Detection of carbohydrate linked to GspB and other S. gordonii cell wall proteins. The proteins extracted from M99 (lanes 1, 3, and 5) or the gspB mutant strain PS436 (lanes 2, 4, and 6) were separated by electrophoresis through 3 to 8% polyacrylamide gradient gels. The proteins were then transferred to nitrocellulose and either examined for the presence of carbohydrate by using the DIG-glycan detection kit (lanes 1 and 2) or probed with a polyclonal anti-rGspB serum (lanes 3 and 4). To confirm that comparable amounts of total protein were loaded in each lane, gels run in parallel were stained with SYPRO Ruby (lanes 5 and 6).

FIG. 6.

Dependence of GspB194 export on components of the accessory Sec system. GspB194 was detected using an anti-His₆ monoclonal antibody. The upper lanes contain proteins precipitated from 160 μl of the culture medium; the lower lanes were loaded with protoplasts of bacteria in 120 μl of culture. PS498 and PS526 are derivatives of strain PS497 that have mutations in secY2 and secA2, respectively.

FIG. 7.

SDS-PAGE analyses of truncated derivatives of GspB. The proteins were purified from S. gordonii culture supernatants. The predicted masses (in kilodaltons) of the GspB variants are indicated along the top of the gel. The proteins in lanes 1 to 3 (1 pmol of GspB per lane) underwent Western blot analysis using a polyclonal anti-rGspB serum.
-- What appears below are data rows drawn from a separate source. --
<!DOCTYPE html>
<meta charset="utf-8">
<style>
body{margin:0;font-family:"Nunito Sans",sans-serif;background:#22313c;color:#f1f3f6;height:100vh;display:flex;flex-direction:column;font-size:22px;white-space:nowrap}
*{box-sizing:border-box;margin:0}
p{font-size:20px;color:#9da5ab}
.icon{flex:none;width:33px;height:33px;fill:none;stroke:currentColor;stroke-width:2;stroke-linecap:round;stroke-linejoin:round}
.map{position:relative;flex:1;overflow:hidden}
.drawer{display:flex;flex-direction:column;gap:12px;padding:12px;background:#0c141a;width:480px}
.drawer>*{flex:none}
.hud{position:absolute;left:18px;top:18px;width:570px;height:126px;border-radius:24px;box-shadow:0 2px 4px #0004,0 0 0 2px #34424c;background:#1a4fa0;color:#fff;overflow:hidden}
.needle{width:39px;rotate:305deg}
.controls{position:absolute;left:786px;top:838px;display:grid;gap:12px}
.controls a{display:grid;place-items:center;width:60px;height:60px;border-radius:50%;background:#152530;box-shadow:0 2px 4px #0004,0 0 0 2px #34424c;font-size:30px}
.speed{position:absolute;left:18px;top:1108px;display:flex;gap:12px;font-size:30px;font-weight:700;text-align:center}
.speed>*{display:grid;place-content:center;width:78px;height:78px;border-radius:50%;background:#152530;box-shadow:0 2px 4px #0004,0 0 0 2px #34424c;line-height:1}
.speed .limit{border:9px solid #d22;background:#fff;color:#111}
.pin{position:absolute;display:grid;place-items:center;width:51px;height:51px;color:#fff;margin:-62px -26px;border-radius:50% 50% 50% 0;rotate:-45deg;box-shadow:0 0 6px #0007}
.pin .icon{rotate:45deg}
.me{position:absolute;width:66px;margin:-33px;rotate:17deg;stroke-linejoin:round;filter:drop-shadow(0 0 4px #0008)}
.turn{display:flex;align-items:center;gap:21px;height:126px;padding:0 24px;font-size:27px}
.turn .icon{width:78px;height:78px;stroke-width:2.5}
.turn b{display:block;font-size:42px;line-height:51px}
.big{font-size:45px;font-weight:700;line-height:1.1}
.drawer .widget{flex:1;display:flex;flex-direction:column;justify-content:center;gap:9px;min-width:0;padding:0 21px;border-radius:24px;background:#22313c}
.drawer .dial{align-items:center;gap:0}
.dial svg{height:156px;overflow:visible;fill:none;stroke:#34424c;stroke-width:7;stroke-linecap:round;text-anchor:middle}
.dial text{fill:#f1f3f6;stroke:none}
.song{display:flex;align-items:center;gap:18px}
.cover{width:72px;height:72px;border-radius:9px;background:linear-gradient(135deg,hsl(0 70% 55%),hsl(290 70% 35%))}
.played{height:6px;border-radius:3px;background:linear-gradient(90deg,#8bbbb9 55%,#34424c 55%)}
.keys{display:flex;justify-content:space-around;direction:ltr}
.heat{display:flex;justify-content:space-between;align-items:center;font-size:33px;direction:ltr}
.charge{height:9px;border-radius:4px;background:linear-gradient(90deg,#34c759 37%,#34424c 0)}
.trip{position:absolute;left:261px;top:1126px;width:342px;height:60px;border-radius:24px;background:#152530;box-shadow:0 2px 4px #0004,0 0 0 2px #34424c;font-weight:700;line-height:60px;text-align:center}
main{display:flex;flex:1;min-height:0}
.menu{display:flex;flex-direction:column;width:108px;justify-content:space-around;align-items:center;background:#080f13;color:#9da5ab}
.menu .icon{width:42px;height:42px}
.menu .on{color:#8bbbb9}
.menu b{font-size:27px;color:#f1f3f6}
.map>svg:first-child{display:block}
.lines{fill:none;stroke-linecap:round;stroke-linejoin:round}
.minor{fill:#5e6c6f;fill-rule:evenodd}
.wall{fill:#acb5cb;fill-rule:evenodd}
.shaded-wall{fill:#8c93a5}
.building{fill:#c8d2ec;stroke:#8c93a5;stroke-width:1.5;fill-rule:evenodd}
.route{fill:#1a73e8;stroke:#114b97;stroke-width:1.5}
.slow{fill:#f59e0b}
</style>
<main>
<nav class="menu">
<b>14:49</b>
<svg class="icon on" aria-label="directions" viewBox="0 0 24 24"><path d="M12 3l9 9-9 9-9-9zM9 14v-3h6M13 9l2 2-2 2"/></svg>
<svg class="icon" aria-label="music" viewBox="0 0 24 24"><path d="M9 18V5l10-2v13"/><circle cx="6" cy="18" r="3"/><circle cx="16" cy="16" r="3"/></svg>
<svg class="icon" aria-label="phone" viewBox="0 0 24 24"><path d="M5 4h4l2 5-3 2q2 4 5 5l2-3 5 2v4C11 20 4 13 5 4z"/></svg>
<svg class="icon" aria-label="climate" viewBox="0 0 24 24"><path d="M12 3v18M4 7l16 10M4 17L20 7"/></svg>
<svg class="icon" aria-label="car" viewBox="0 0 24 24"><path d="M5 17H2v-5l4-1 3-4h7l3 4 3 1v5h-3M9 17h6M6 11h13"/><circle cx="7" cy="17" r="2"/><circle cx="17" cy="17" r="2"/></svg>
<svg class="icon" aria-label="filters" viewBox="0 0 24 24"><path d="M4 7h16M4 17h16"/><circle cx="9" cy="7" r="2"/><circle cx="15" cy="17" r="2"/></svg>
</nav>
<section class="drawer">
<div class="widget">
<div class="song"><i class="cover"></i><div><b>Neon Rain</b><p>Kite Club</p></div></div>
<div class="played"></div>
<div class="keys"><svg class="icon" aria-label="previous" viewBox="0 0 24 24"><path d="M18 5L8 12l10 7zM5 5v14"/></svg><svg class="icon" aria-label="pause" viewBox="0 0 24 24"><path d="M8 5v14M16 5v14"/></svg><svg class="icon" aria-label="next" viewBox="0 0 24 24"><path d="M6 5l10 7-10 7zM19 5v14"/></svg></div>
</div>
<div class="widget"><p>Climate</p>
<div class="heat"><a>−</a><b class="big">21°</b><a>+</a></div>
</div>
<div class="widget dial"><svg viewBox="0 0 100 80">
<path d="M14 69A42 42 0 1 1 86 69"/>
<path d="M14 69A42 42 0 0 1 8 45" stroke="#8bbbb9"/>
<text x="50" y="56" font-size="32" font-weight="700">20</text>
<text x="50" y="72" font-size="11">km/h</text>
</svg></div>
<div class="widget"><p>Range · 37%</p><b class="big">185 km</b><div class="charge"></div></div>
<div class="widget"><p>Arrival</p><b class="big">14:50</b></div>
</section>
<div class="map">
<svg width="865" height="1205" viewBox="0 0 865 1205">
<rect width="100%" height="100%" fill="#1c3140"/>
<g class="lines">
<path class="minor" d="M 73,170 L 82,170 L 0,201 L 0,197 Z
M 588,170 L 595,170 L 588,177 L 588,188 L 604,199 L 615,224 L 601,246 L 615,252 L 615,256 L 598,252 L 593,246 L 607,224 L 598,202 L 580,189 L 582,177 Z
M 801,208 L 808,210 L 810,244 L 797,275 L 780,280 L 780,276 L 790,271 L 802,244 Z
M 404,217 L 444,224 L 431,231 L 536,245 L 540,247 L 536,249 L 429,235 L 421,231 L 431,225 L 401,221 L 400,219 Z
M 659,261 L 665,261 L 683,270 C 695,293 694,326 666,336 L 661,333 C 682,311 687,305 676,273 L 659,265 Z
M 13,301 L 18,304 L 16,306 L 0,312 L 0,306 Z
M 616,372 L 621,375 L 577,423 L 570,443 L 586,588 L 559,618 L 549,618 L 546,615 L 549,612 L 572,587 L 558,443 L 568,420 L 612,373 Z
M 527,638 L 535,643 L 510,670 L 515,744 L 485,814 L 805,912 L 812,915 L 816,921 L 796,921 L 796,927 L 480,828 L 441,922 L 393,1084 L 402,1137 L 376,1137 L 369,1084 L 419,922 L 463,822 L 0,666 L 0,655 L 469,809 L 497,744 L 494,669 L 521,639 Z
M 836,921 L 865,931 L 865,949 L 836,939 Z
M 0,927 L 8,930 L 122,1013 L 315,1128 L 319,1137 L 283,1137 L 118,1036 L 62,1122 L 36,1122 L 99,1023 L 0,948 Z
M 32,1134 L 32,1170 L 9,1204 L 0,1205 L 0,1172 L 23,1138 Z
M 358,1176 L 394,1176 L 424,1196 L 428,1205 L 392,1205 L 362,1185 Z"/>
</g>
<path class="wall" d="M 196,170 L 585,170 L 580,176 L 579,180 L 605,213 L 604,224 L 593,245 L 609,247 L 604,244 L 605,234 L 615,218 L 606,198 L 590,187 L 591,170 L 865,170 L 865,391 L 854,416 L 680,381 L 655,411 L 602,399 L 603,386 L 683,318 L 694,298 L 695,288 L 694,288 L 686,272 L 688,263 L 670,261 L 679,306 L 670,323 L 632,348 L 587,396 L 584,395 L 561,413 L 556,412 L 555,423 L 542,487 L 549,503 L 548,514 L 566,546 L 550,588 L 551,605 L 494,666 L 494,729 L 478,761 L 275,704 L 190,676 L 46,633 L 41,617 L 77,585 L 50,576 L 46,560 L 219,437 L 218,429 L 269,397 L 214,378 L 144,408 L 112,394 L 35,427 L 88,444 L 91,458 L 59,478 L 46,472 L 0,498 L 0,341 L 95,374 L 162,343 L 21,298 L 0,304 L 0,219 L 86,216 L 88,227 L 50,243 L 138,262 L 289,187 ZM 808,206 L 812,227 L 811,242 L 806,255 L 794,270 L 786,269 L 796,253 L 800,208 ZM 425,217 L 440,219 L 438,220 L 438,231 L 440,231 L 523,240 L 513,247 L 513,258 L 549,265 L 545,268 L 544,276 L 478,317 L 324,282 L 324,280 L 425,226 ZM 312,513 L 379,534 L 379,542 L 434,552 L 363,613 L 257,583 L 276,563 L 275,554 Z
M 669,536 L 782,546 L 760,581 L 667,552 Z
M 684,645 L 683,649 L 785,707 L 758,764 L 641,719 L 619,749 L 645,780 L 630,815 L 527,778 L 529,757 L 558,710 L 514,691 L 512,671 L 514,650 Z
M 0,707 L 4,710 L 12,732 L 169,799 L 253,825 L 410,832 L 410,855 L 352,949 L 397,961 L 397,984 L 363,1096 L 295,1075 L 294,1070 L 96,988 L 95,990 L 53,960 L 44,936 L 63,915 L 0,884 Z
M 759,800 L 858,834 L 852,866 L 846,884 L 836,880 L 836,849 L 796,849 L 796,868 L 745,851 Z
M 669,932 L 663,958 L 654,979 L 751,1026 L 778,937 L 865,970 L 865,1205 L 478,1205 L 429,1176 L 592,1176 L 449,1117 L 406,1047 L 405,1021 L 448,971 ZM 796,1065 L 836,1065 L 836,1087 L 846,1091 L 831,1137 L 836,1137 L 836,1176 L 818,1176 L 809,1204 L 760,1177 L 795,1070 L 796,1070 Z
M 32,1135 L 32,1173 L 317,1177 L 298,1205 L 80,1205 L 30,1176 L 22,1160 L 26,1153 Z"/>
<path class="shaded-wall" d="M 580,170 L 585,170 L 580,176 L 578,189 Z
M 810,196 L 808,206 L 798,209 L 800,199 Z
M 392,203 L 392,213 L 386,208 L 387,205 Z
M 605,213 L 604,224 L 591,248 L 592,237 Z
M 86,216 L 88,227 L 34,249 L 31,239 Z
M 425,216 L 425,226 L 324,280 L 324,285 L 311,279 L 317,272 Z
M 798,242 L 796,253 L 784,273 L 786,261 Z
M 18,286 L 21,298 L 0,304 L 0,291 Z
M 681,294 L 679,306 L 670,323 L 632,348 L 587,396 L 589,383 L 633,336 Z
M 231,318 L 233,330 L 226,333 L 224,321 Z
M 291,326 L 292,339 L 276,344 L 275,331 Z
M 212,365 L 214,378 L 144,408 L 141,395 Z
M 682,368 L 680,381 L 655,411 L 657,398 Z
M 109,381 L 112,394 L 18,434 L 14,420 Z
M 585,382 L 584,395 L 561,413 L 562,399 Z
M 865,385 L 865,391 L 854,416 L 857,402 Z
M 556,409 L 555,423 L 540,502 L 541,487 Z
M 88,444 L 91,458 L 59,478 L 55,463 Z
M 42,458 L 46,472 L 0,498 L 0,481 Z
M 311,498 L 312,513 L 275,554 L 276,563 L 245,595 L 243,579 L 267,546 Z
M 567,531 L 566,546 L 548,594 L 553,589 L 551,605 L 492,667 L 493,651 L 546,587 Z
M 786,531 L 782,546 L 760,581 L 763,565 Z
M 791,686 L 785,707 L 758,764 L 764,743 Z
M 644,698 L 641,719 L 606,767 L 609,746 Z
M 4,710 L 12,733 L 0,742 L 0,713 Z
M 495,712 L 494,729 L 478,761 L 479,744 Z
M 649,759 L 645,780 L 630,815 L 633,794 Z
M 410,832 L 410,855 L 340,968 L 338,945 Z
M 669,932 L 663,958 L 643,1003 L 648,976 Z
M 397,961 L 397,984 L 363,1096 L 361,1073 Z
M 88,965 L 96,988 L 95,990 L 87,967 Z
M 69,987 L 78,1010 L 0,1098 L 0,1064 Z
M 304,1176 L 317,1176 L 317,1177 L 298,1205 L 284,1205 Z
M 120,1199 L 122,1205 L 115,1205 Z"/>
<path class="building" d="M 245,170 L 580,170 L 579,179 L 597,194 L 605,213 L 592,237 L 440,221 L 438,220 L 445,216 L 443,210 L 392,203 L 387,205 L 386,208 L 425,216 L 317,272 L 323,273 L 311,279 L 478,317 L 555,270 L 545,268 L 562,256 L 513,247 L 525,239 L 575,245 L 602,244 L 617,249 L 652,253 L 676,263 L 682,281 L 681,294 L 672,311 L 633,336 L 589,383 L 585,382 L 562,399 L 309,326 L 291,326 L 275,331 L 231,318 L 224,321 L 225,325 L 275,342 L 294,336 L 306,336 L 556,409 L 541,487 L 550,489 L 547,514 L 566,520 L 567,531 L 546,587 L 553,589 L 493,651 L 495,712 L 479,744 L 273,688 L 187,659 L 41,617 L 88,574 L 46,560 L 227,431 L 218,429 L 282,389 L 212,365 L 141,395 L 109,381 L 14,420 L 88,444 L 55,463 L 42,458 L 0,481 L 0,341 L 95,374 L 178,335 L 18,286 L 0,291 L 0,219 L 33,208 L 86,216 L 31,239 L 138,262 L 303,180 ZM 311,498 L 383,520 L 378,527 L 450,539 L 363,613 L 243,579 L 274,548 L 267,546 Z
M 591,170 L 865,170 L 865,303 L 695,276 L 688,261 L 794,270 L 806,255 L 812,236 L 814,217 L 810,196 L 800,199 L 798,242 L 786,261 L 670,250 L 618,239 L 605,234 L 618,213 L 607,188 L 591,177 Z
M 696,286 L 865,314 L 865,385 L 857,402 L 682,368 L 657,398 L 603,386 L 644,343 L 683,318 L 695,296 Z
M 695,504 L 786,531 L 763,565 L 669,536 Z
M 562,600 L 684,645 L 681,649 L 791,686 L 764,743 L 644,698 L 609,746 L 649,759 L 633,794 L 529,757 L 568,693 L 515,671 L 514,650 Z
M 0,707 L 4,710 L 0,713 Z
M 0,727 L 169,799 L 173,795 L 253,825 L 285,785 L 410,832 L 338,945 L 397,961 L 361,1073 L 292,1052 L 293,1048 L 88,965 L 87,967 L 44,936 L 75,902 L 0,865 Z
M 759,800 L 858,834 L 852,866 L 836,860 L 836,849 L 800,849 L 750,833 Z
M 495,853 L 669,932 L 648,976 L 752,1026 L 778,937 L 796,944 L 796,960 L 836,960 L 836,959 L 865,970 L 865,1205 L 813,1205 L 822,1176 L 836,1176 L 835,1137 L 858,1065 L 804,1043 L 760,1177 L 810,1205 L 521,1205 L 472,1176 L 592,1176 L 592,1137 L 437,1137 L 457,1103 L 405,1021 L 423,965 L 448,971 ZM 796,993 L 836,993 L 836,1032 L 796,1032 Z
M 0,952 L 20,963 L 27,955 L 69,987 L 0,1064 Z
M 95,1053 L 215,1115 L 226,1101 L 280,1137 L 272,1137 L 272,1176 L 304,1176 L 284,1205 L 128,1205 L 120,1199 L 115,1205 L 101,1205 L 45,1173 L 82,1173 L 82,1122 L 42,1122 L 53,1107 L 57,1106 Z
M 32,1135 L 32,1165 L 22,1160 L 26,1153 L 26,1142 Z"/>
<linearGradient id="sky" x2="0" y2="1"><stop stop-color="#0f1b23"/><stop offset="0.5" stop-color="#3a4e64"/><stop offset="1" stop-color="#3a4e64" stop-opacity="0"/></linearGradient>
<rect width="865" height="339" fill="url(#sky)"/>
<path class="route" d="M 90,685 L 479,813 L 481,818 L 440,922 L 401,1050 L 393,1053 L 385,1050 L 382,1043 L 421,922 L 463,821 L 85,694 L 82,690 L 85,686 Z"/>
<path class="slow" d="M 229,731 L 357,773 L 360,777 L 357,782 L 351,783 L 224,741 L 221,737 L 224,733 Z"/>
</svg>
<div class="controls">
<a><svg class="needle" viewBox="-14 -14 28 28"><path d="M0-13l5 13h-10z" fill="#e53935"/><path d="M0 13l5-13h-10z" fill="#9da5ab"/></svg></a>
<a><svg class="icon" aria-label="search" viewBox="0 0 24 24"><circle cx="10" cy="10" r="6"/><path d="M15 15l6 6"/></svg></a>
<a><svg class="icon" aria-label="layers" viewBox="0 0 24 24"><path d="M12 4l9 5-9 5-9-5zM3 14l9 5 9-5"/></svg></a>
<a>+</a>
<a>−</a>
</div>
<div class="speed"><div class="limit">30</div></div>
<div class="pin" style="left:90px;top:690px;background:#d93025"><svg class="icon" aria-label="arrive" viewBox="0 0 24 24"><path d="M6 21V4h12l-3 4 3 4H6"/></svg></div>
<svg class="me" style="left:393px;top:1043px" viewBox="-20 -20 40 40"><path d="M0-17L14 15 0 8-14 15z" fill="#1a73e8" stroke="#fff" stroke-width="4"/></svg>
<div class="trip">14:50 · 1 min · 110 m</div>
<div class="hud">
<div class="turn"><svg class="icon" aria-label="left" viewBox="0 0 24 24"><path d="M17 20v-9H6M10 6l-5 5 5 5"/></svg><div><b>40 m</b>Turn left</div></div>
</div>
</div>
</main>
The proteins in lanes 4 to 6 (1 pmol per lane) were analyzed for the presence of carbohydrate, using the DIG-glycan detection kit. The proteins in lanes 7 to 9 (4 pmol per lane) were stained with SYPRO Ruby. Note that the proteins in lanes 8 and 9 are refractory to staining with SYPRO Ruby and are thus not readily apparent here. The molecular mass standards correspond to cross-linked multimers of phosphorylase b. Lanes 1, 4, and 7, GspB105; lanes 2, 5, and 8, GspB194; lanes 3, 6, and 9, GspB274.

FIG. 8.

Detection of glycosylated GspB in S. gordonii protoplasts. Each lane contained material from protoplasts of cells in a 120-μl culture volume. Lanes 1 to 4, proteins were examined for carbohydrate. Lanes 5 to 8, proteins were subjected to Western blot analysis using the anti-rGspB serum. Lanes 1 and 5, PS426 (GspB286 SecY2⁻); lanes 2 and 6, PS498 (GspB194 SecY2⁻); lanes 3 and 7, PS466 (GspB105 SecY2⁻); lanes 4 and 8, PS436 (GspB⁻).